Un système de notation des banques a été mis en place par Bank Al-Maghrib

Aussi, sur le plan qualitatif du pilier II toujours, les établissements de crédit devraient-ils encore adopter un référentiel de saines pratiques pour la mise en œuvre d’un mode de gouvernance efficient mettant l’accent sur les rôles respectifs des organes de gestion et leur composition, les principes fondamentaux devant guider notamment la désignation et la rémunération des dirigeants ainsi que le renforcement du rôle du comité d’audit, de l’audit interne et de la fonction de conformité.
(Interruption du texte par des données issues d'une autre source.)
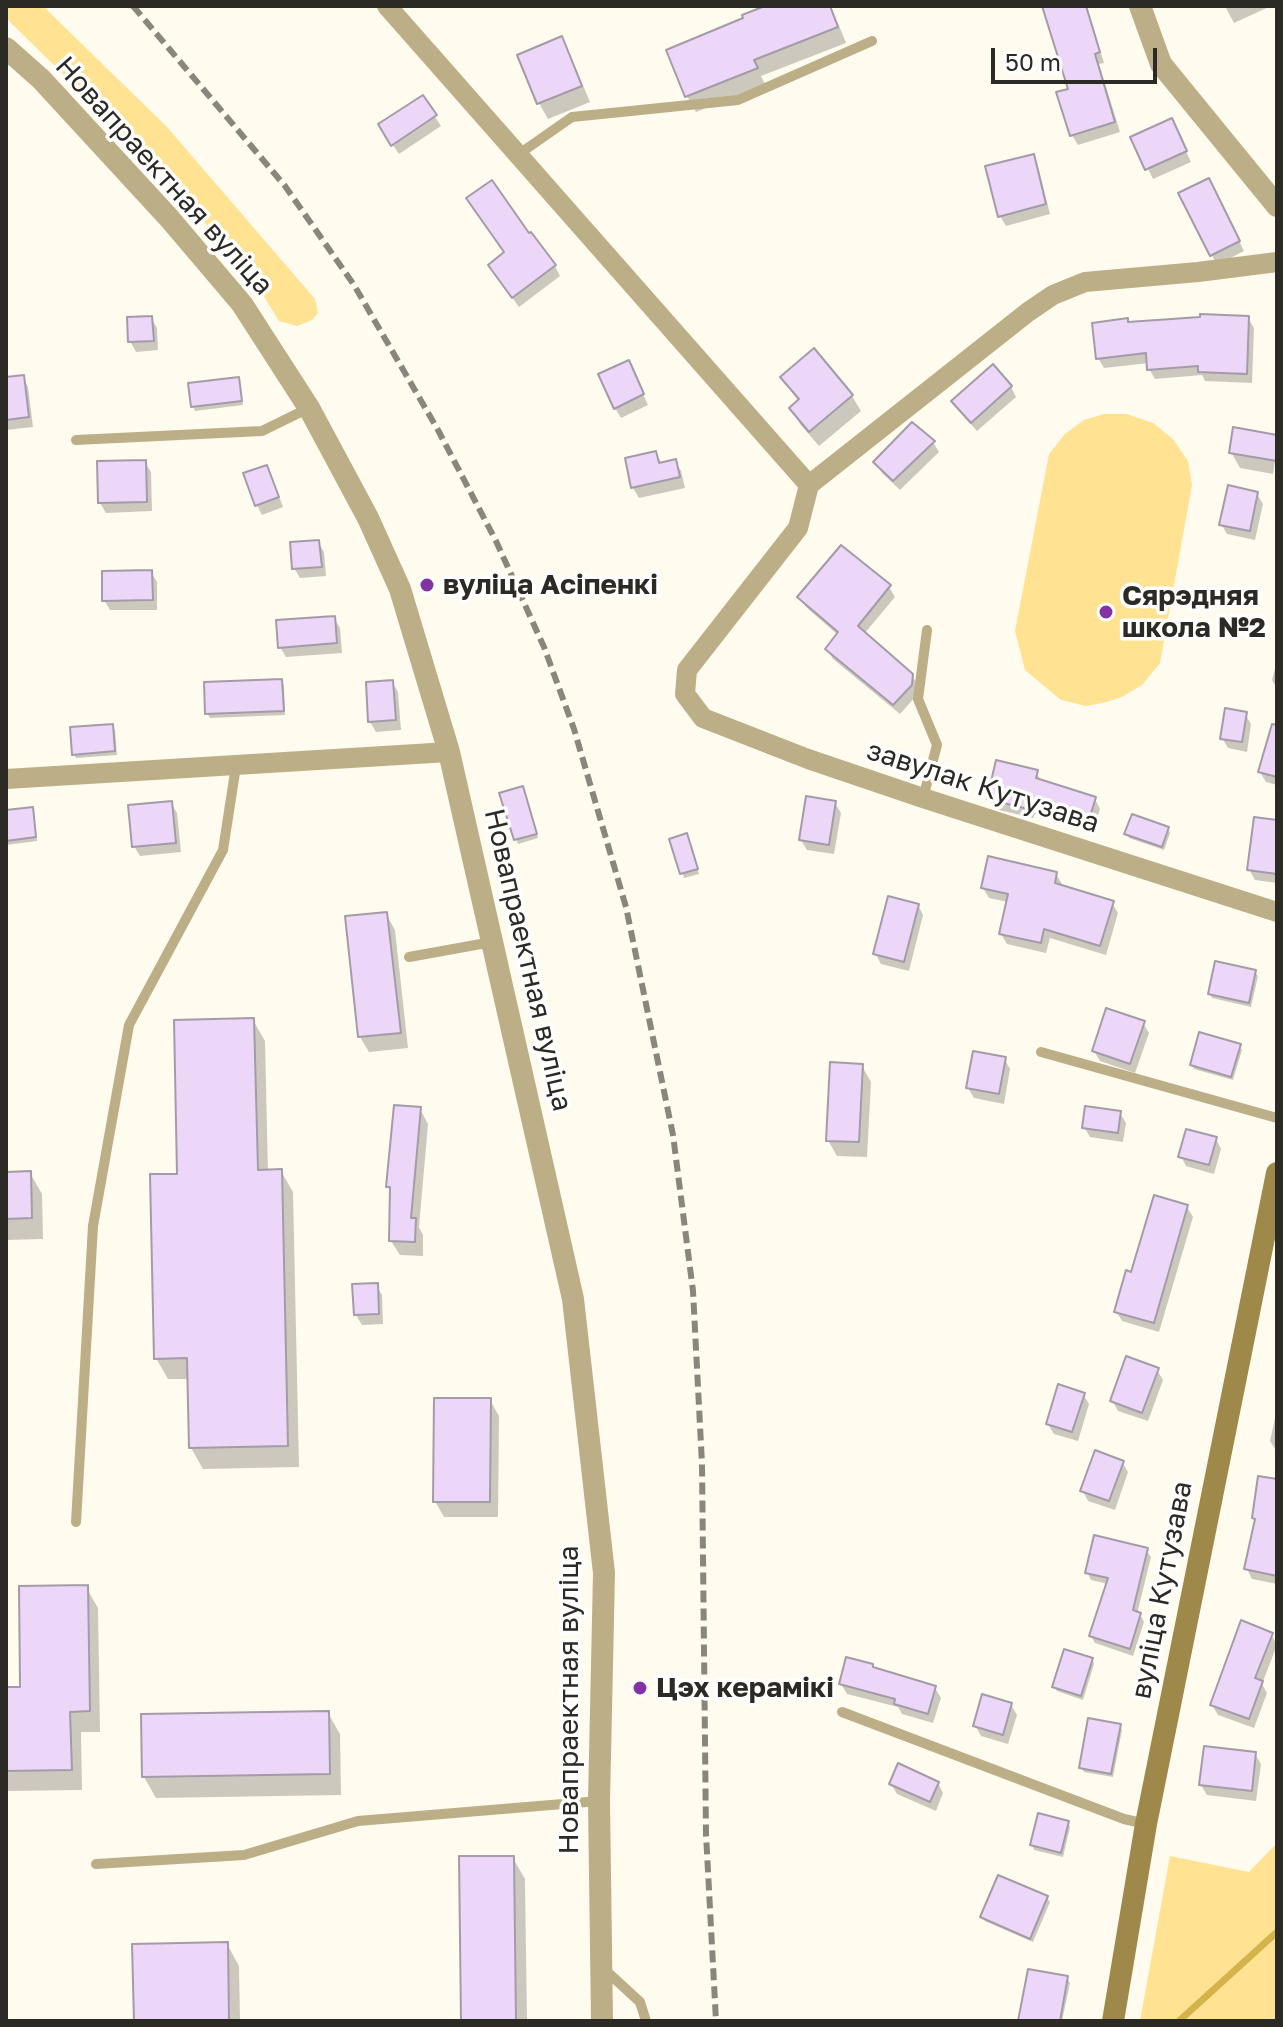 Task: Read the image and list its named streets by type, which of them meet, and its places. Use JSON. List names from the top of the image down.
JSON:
{
  "streets": {
    "main road": ["вуліца Кутузава"],
    "street": ["Новапраектная вуліца", "завулак Кутузава"]
  },
  "places": ["вуліца Асіпенкі", "Сярэдняя школа №2", "Цэх керамікі"],
  "scale_bar": "50 m"
} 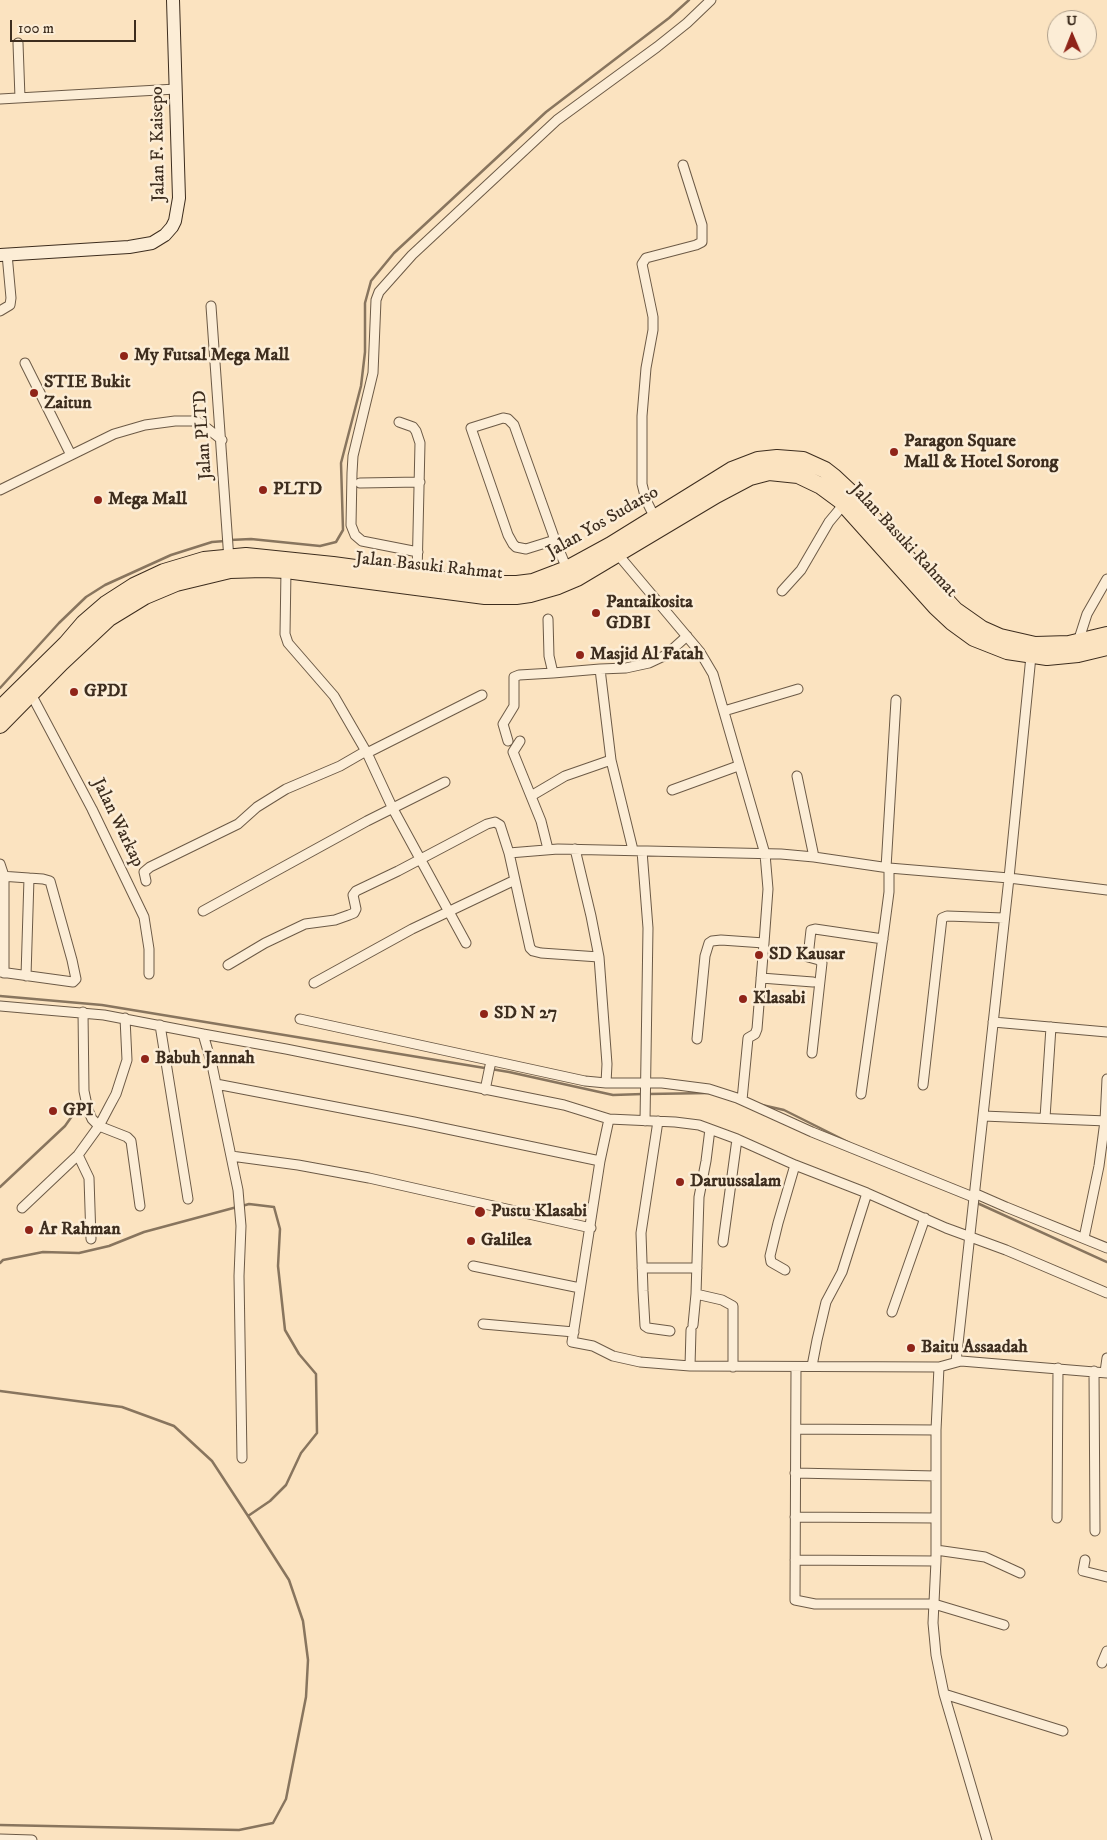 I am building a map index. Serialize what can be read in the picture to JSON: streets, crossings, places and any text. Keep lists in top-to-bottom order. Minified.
{"streets":{"highway":["Jalan Yos Sudarso","Jalan Basuki Rahmat"],"street":["Jalan F. Kaisepo","Jalan PLTD","Jalan Warkap"]},"crossings":[["Jalan PLTD","Jalan Yos Sudarso"],["Jalan PLTD","Jalan Basuki Rahmat"],["Jalan Yos Sudarso","Jalan Basuki Rahmat"],["Jalan Basuki Rahmat","Jalan Warkap"]],"places":["My Futsal Mega Mall","STIE Bukit Zaitun","Paragon Square Mall & Hotel Sorong","PLTD","Mega Mall","Pantaikosita GDBI","Masjid Al Fatah","GPDI","SD Kausar","Klasabi","SD N 27","Babuh Jannah","GPI","Daruussalam","Pustu Klasabi","Ar Rahman","Galilea","Baitu Assaadah"],"scale_bar":"100 m","north":"top"} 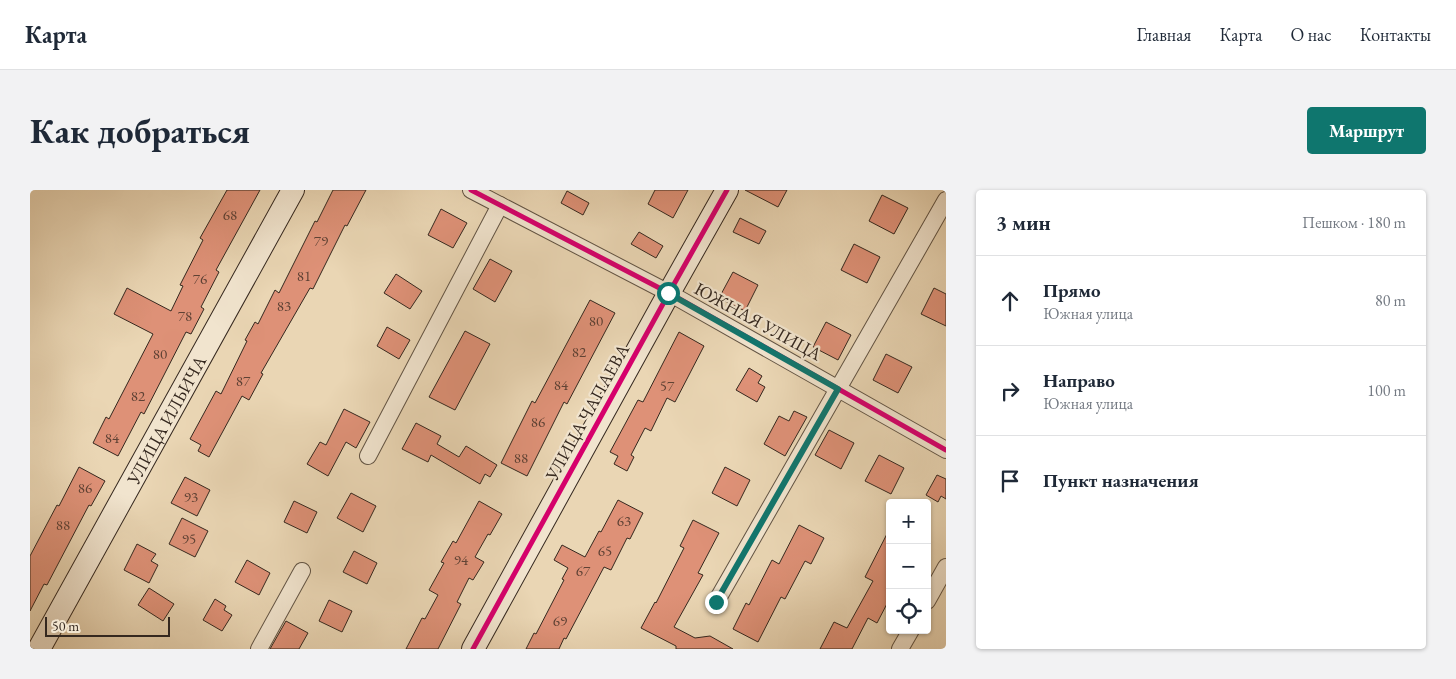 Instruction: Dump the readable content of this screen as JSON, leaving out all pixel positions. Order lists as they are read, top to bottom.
{
  "streets": {
    "main road": ["УЛИЦА ЧАПАЕВА", "УЛИЦА ИЛЬИЧА"],
    "street": ["ЮЖНАЯ УЛИЦА"]
  },
  "crossings": [
    ["ЮЖНАЯ УЛИЦА", "УЛИЦА ЧАПАЕВА"]
  ],
  "house_numbers": [
    "68",
    "79",
    "81",
    "76",
    "83",
    "78",
    "80",
    "82",
    "80",
    "87",
    "84",
    "57",
    "82",
    "86",
    "84",
    "88",
    "86",
    "93",
    "63",
    "88",
    "95",
    "65",
    "94",
    "67",
    "69"
  ],
  "scale_bar": "50 m",
  "page": {
    "header": "Карта",
    "nav": [
      "Главная",
      "Карта",
      "О нас",
      "Контакты"
    ],
    "buttons": "Маршрут",
    "title": "Как добраться",
    "heading": ["3 мин", "Пешком · 180 m"],
    "list": [
      ["Прямо", "Южная улица", "80 m"],
      ["Направо", "Южная улица", "100 m"],
      "Пункт назначения"
    ],
    "map_buttons": ["+", "−"],
    "scale": "50 m"
  }
} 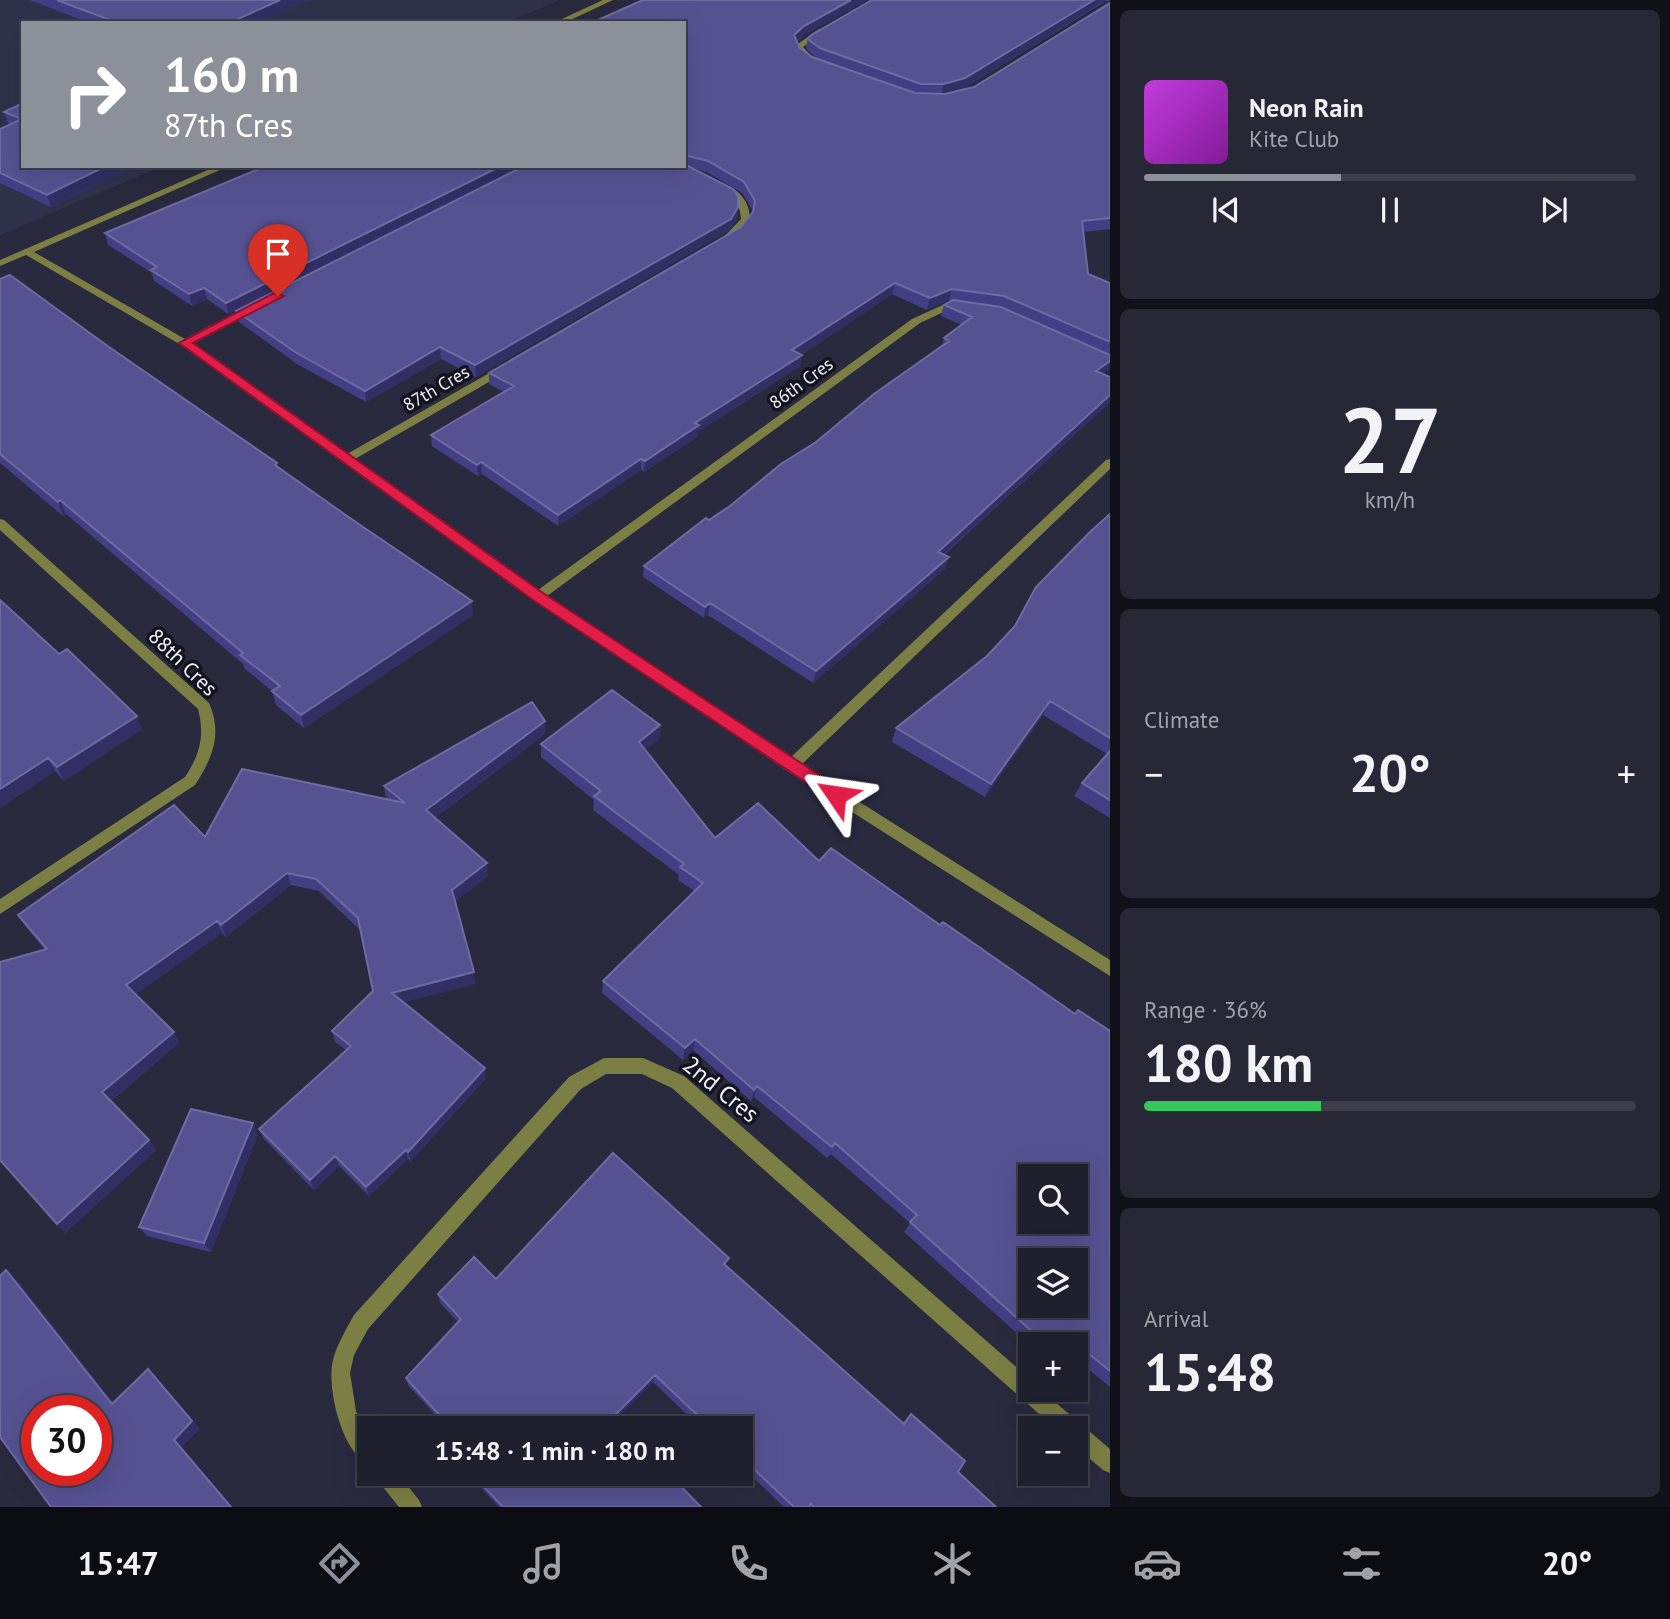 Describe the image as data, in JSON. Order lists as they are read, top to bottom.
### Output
{
  "streets": {
    "street": [
      "86th Cres",
      "87th Cres",
      "88th Cres",
      "2nd Cres"
    ]
  },
  "page": {
    "turn": ["160 m", "87th Cres"],
    "song": ["Neon Rain", "Kite Club"],
    "tile": [
      ["27", "km/h"],
      "Climate",
      ["Range · 36%", "180 km"],
      ["Arrival", "15:48"]
    ],
    "heat": ["−", "20°", "+"],
    "map_buttons": ["+", "−"],
    "limit": "30",
    "trip": "15:48 · 1 min · 180 m",
    "tabs": ["15:47", "20°"]
  }
}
Parallèlement, la Banque centrale a développé un système de notation des établissements de crédit, permettant, via une démarche structurée, d’établir le profil de risque de chaque établissement sur la base d’analyses à la fois quantitatives et qualitatives des risques. L’évaluation s’effectue au travers d’une quinzaine de critères organisés en six zones de risques et déclinés en 180 sous-critères environ. «Ce système a permis de structurer le dialogue entre la supervision bancaire de Bank Al-Maghrib et les dirigeants des banques. En effet, lors de la communication de la notation, la Banque centrale fait part de son appréciation de la situation financière et prudentielle de l’établissement bancaire dans le cadre d’une approche contradictoire», apprend-on auprès de la direction de la supervision bancaire.

Par ailleurs, le degré de conformité des banques au dernier pilier du dispositif de Bâle II peut être appréhendé facilement du grand public puisqu’il concerne la transparence financière et la régularité de la diffusion des informations de nature à intéresser le public. A ce titre, le secteur balise le terrain pour une conformité totale, ce qui n’empêche pas pour autant la direction de la supervision bancaire de confirmer le constat. «Dans ce cadre, les banques se sont inscrites dans une démarche d’amélioration de leur communication financière par des informations qualitatives sur leurs dispositifs de gestion des risques et de gouvernance ainsi que des données quantitatives sur leurs expositions aux risques et leur solvabilité».